Items from a dataset:

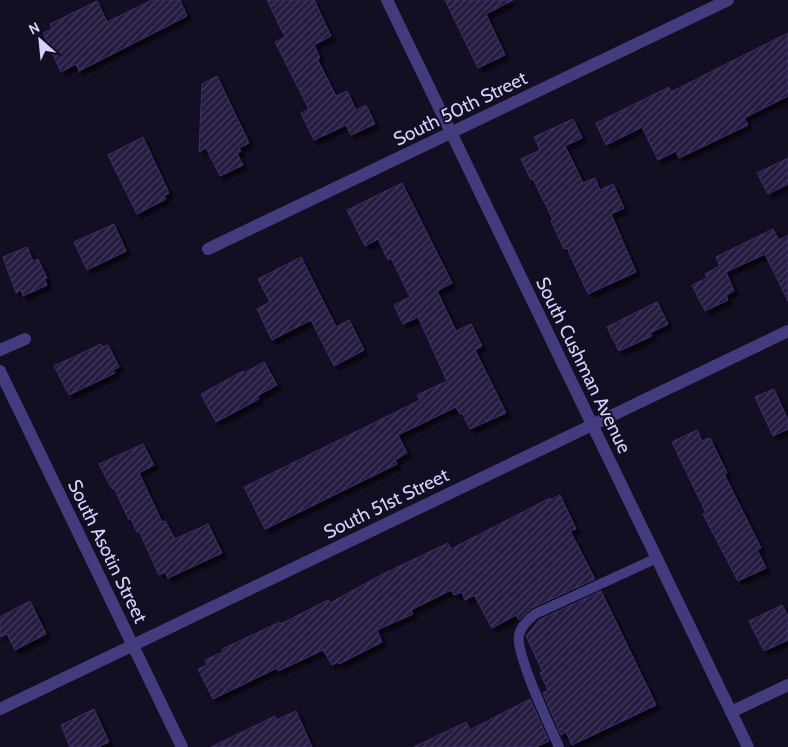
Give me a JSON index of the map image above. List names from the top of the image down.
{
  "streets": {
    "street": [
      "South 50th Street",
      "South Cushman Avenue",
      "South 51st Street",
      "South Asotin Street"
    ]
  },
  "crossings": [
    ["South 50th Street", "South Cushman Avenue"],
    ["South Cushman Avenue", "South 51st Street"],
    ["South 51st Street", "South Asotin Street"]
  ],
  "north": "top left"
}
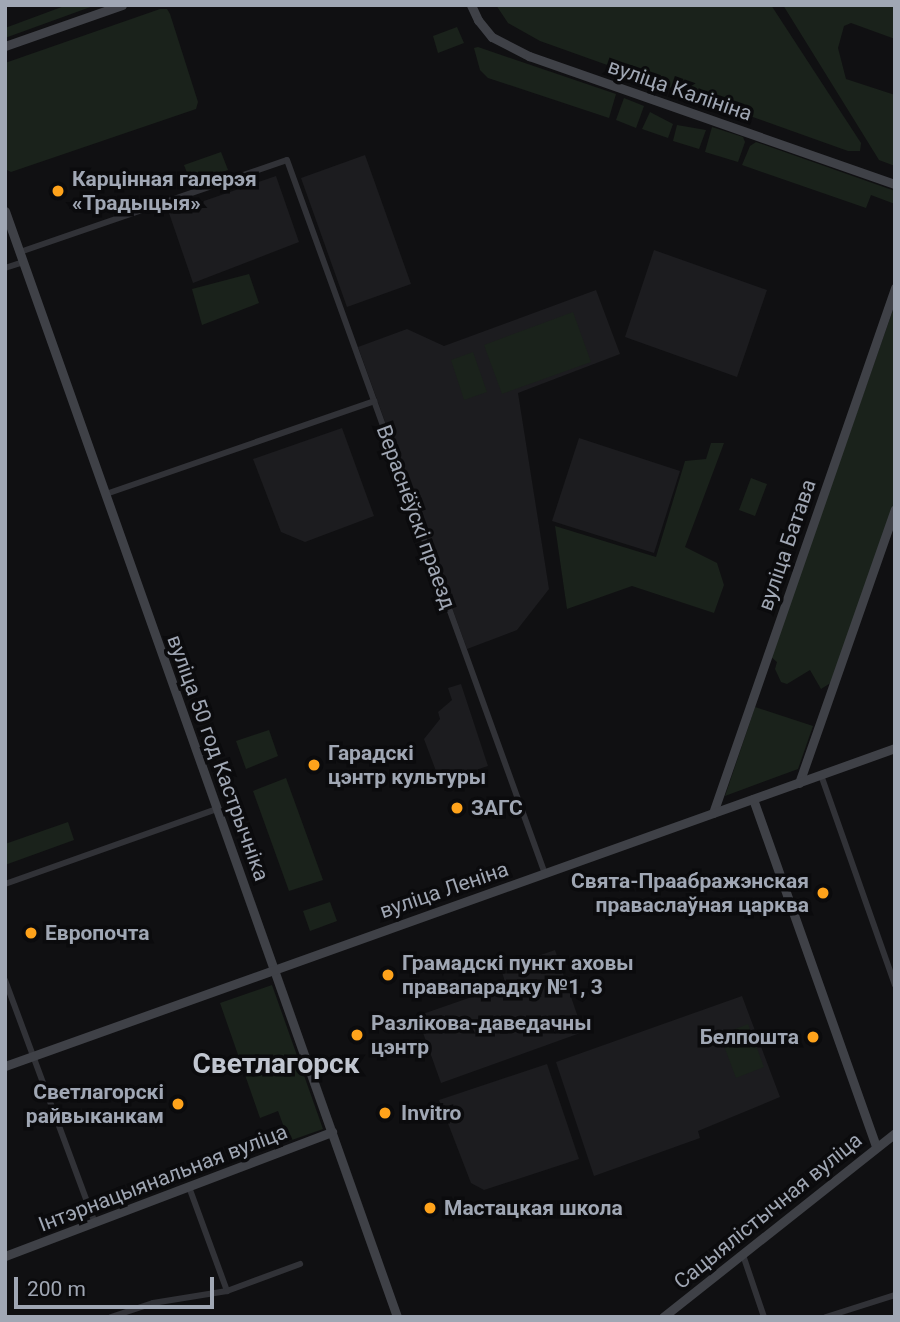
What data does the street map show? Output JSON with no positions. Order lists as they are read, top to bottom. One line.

__Task to complete__
Reproduce every line above as written, skipping pictures.

__Exercise result__
Give me a JSON index of the map image above. List names from the top of the image down.
{
  "streets": {
    "street": [
      "South 50th Street",
      "South Cushman Avenue",
      "South 51st Street",
      "South Asotin Street"
    ]
  },
  "crossings": [
    ["South 50th Street", "South Cushman Avenue"],
    ["South Cushman Avenue", "South 51st Street"],
    ["South 51st Street", "South Asotin Street"]
  ],
  "north": "top left"
}
What data does the street map show? Output JSON with no positions. Order lists as they are read, top to bottom. One line.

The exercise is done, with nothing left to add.